翌日、ジャーファルはいつものようにアルバを起こしに行くが、彼は昨日のことを気にしているのか何処かぎこちない。
仕事のことや天気の事など、とりとめのないことをぽつりぽつりと話しかけるが会話は続かなかった。

昨日はあからさまに不機嫌な態度をとってしまったかなとジャーファルも少し反省はしている。
だが昨日、アルバに関係ないと言われたとき何故か急に虚無感に襲われた。
その空虚の理由が分からないまま、虚しさを隠すように冷たい態度をとってしまったのだ。

その日、アルバがやっと自分から声を発したのは夕食後、食堂から彼の自室に向かう途中だった。

「…あの、ジャーファル…」
「はい」
「き、のうはごめん…」
「…何がです」
「心配してくれてたのに、嫌な、言い方して…」

立ち止まって俯いたアルバの表情は分からないけれど、細い肩が何かに怯えるように小さく震えていた。

「…もう怒ってませんよ」

安心させるように出来るだけ優しく言うと、アルバは弾かれたように顔を上げた。
不安気に揺れる双眼と視線が絡む。

「…怒ってないの?」
「ええ」
「…蹴ら、ないの?」
「………は?」

言葉の意味が汲み取れなくて微かに眉を潜める。

「何故、蹴るんです?」
「っ悪いこと、したから…」

再び俯いてしまったアルバの肩はやはり震えている。

「アルバ?」

名前を呼ぶと肩がビクリと大きく跳ねる。

「泣いてるんですか…?」

無意識に手を伸ばして触れた頬は濡れていた。

「…っう」

ほろほろと溢れる涙を指先で拭ってやる。

「ごめ、ごめんなさい、ごめん…っ」

大粒の涙を溢しながら、か細い声で謝罪を繰り返すアルバに居た堪れなくなって優しく抱き寄せた。

「大丈夫ですよ、怒ってません」

幼子をあやすように背中を撫でさすって優しい拍子で叩くと、アルバもジャーファルの官服を握って縋るような仕草を見せた。



どのくらいそうしていたのか、暫くしてアルバがやっと落ち着いていたようでしゃくりあげる声が止んだ。

「…アルバ、部屋行きましょうか?」
「………」

俯いたままこくりと頷いたのを確認して、ジャーファルはアルバの手を取って歩き出す。
アルバは終始無言だったが、繋いだ手は強く握り返された。
部屋の戸を開けてアルバをベッドに座らせる。

「また朝起こしに来ます。
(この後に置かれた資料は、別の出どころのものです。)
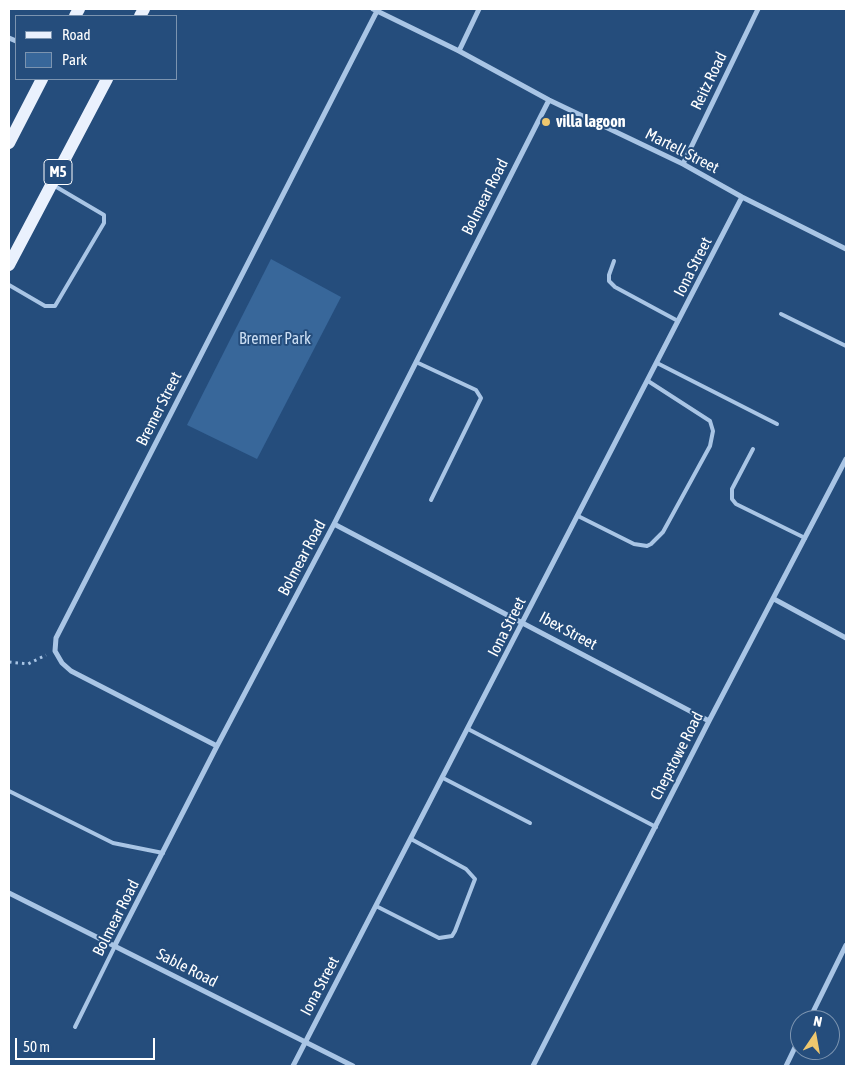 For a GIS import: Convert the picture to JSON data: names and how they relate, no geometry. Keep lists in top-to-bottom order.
{
  "streets": {
    "main road": ["M5"],
    "street": [
      "Reitz Road",
      "Martell Street",
      "Bolmear Road",
      "Iona Street",
      "Bremer Street",
      "Ibex Street",
      "Chepstowe Road",
      "Sable Road"
    ]
  },
  "crossings": [
    ["Reitz Road", "Martell Street"],
    ["Martell Street", "Bolmear Road"],
    ["Martell Street", "Iona Street"],
    ["Martell Street", "Bremer Street"],
    ["Bolmear Road", "Ibex Street"],
    ["Bolmear Road", "Sable Road"],
    ["Iona Street", "Ibex Street"],
    ["Iona Street", "Sable Road"],
    ["Ibex Street", "Chepstowe Road"]
  ],
  "parks": ["Bremer Park"],
  "places": ["villa lagoon"],
  "legend": ["Road", "Park"],
  "scale_bar": "50 m",
  "north": "top"
} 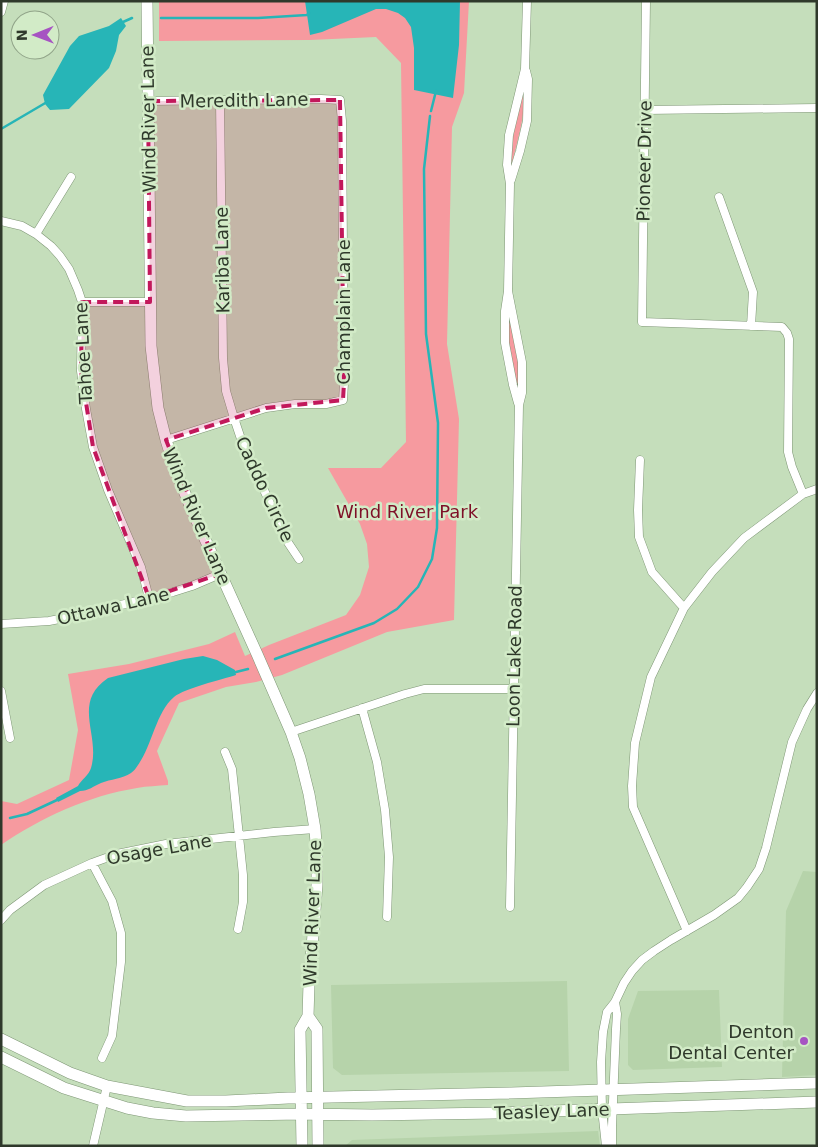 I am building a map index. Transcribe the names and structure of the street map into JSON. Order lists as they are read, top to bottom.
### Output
{
  "streets": {
    "main road": ["Wind River Lane", "Teasley Lane"],
    "street": [
      "Meredith Lane",
      "Pioneer Drive",
      "Kariba Lane",
      "Champlain Lane",
      "Tahoe Lane",
      "Caddo Circle",
      "Ottawa Lane",
      "Loon Lake Road",
      "Osage Lane"
    ]
  },
  "crossings": [
    ["Meredith Lane", "Wind River Lane"],
    ["Meredith Lane", "Kariba Lane"],
    ["Meredith Lane", "Champlain Lane"],
    ["Wind River Lane", "Champlain Lane"],
    ["Wind River Lane", "Ottawa Lane"],
    ["Wind River Lane", "Osage Lane"],
    ["Wind River Lane", "Teasley Lane"],
    ["Kariba Lane", "Champlain Lane"],
    ["Kariba Lane", "Caddo Circle"],
    ["Champlain Lane", "Caddo Circle"],
    ["Tahoe Lane", "Ottawa Lane"]
  ],
  "parks": ["Wind River Park"],
  "places": ["Denton Dental Center"],
  "north": "left"
}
おやすみ」

アルバの柔らかい髪を撫でると掠れた声で、おやすみなさい、と小さく聞こえた。


ーーーーーーーーーー


何故泣いてしまったのかは分からない。
何にそんなに必死に謝っていたのかも分からない。

ただ彼に抱き締められたあの瞬間に、どうしようもなく安堵したのだ。
大丈夫と紡ぐ優しい声に、背を撫でてくれる手に、それまで感じていた彼に突き放されるかもという不安がふっと和らいでまた涙が出た。

ジャーファルに暴力を振るわれると思っていたわけじゃない。
ただ今までのアルバにとって謝罪と痛みは常に共にあるもので、涙と人の温もりは決して共存しないものだったのだ。
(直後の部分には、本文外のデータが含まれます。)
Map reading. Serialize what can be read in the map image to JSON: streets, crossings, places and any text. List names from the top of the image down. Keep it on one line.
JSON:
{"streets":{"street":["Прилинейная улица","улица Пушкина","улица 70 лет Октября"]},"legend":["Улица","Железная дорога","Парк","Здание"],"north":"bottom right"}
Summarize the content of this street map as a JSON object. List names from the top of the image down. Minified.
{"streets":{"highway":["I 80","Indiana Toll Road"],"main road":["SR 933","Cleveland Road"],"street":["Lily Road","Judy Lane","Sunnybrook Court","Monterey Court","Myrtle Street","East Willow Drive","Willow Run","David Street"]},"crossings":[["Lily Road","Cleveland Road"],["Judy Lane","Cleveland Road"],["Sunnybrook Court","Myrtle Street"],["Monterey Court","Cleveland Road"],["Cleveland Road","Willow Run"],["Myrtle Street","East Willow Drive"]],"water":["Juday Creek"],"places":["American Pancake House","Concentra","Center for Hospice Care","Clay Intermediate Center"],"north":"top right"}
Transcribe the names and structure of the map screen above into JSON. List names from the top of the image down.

誰かに触れられていることで安心感を得るのは初めての体験で、ごく自然に彼に縋った。
頭の中に残っている彼の声に安堵している自分がいて戸惑うが、嫌な感情ではなかった。

(ジャーファル…)





ー大丈夫ですよ





アルバは初めて感じる暖かい感情に身を任せて瞼を閉じた。